TASK ITEM: In the records below, find each line holding the word "they" and copy it.

DATA:
--------

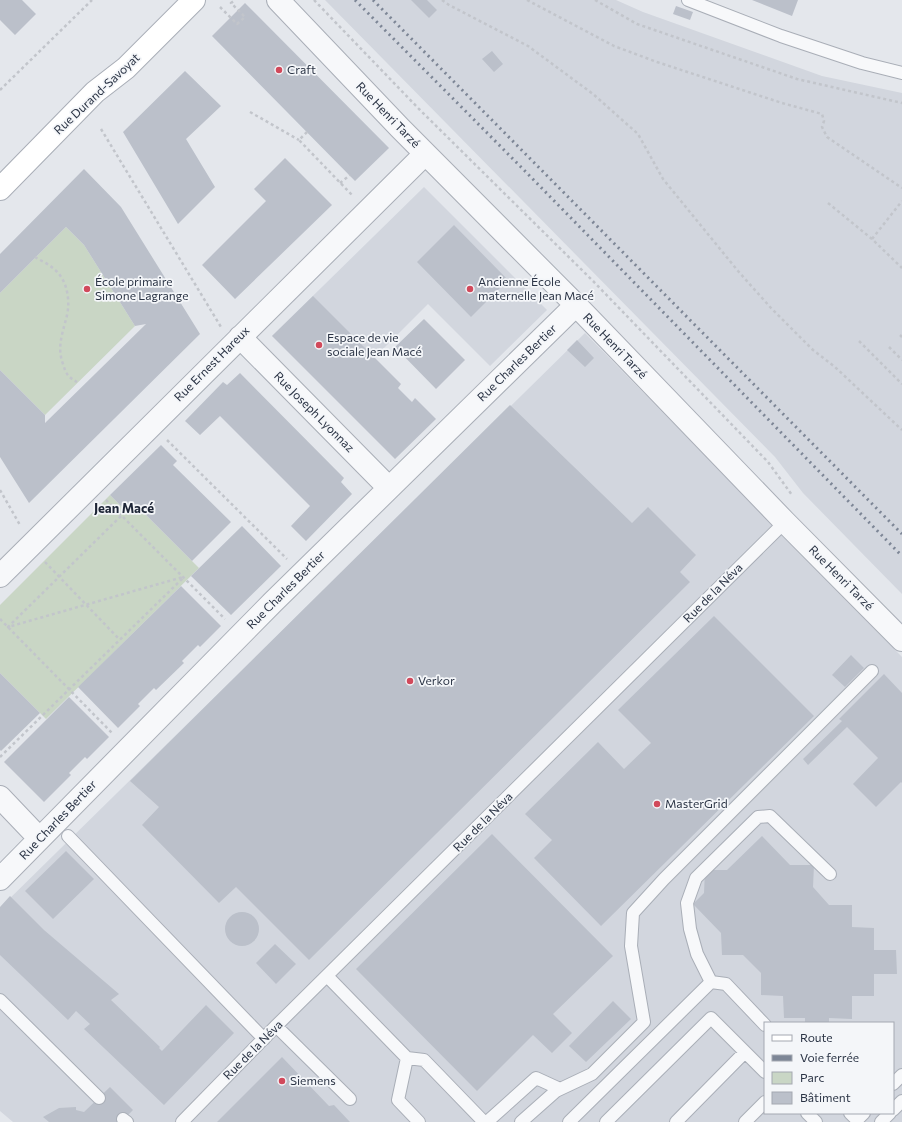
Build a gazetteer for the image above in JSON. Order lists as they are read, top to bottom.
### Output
{
  "streets": {
    "main road": ["Rue Durand-Savoyat"],
    "street": [
      "Rue Henri Tarzé",
      "Rue Charles Bertier",
      "Rue Ernest Hareux",
      "Rue Joseph Lyonnaz"
    ],
    "lane": ["Rue de la Néva"]
  },
  "crossings": [
    ["Rue Henri Tarzé", "Rue Charles Bertier"],
    ["Rue Henri Tarzé", "Rue Ernest Hareux"],
    ["Rue Henri Tarzé", "Rue de la Néva"],
    ["Rue Charles Bertier", "Rue Joseph Lyonnaz"],
    ["Rue Ernest Hareux", "Rue Joseph Lyonnaz"]
  ],
  "districts": ["Jean Macé"],
  "places": [
    "Craft",
    "École primaire Simone Lagrange",
    "Ancienne École maternelle Jean Macé",
    "Espace de vie sociale Jean Macé",
    "Verkor",
    "MasterGrid",
    "Siemens"
  ],
  "legend": [
    "Route",
    "Voie ferrée",
    "Parc",
    "Bâtiment"
  ]
}
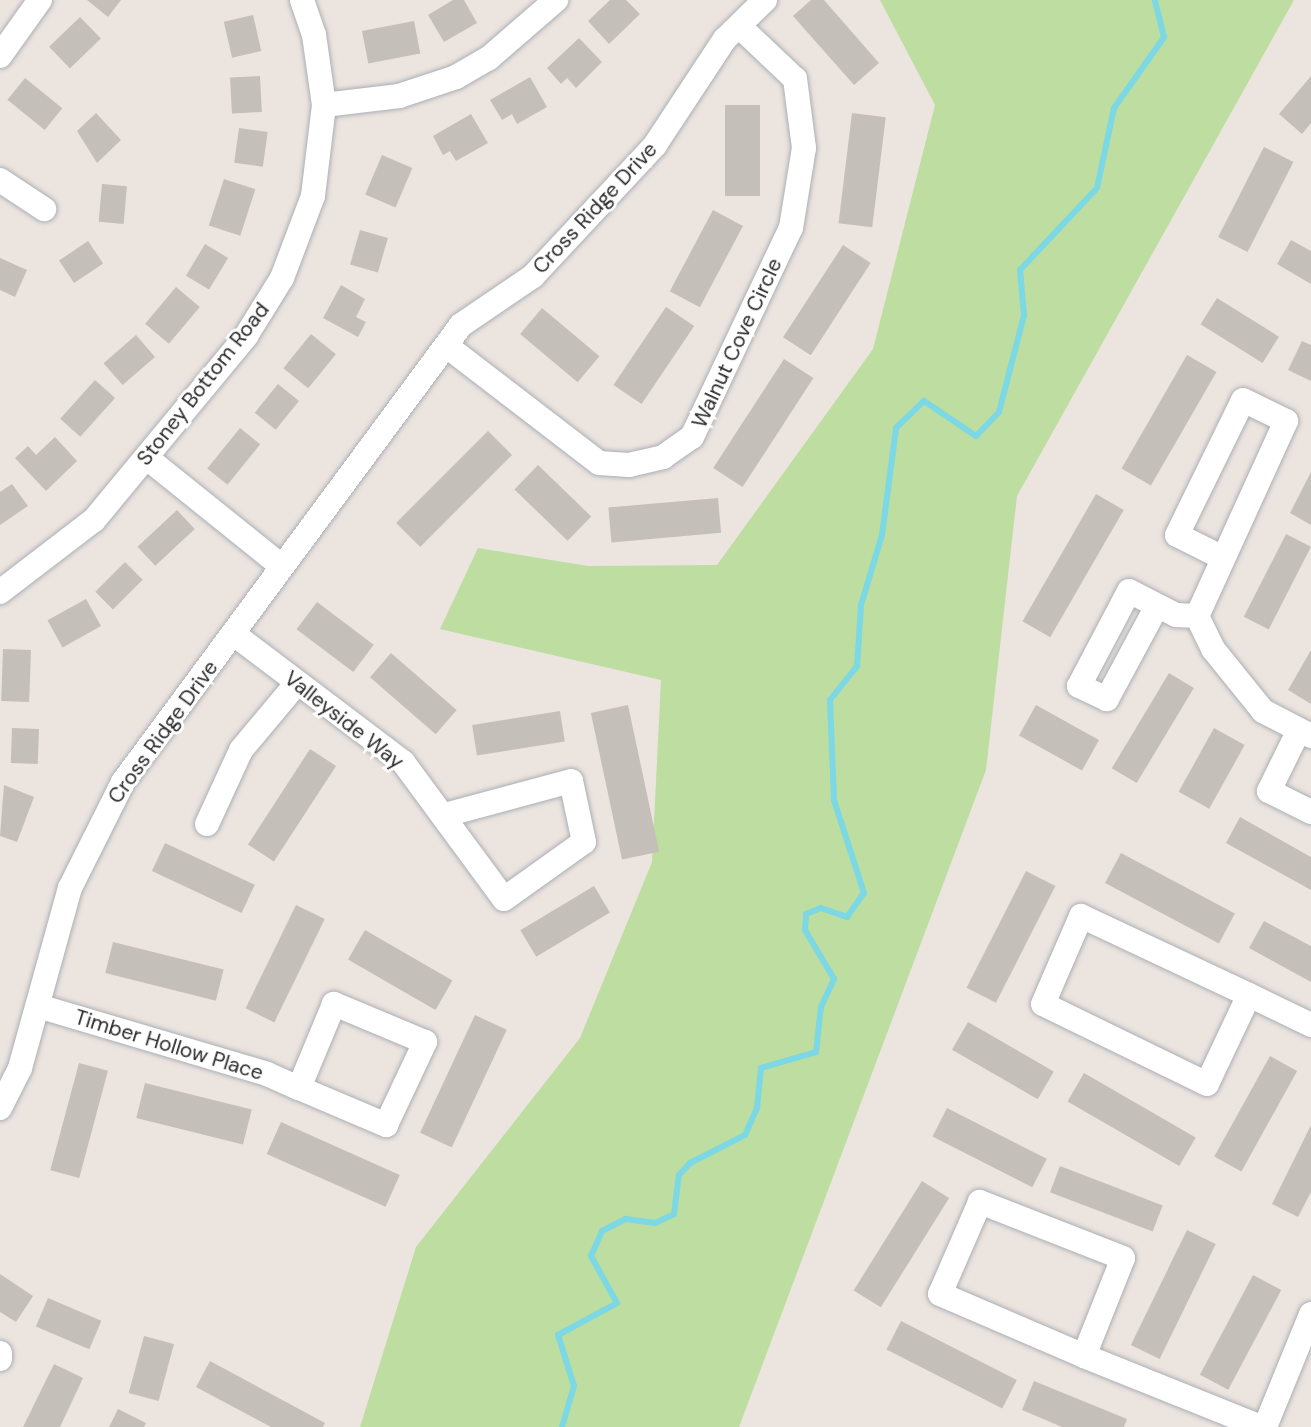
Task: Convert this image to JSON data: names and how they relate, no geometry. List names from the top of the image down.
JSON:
{
  "streets": {
    "street": [
      "Cross Ridge Drive",
      "Walnut Cove Circle",
      "Stoney Bottom Road",
      "Valleyside Way",
      "Timber Hollow Place"
    ]
  },
  "crossings": [
    ["Cross Ridge Drive", "Walnut Cove Circle"],
    ["Cross Ridge Drive", "Valleyside Way"],
    ["Cross Ridge Drive", "Timber Hollow Place"]
  ]
}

--------

ANSWER FOR THE TASK:
Build a gazetteer for the image above in JSON. Order lists as they are read, top to bottom.
Task: Convert this image to JSON data: names and how they relate, no geometry. List names from the top of the image down.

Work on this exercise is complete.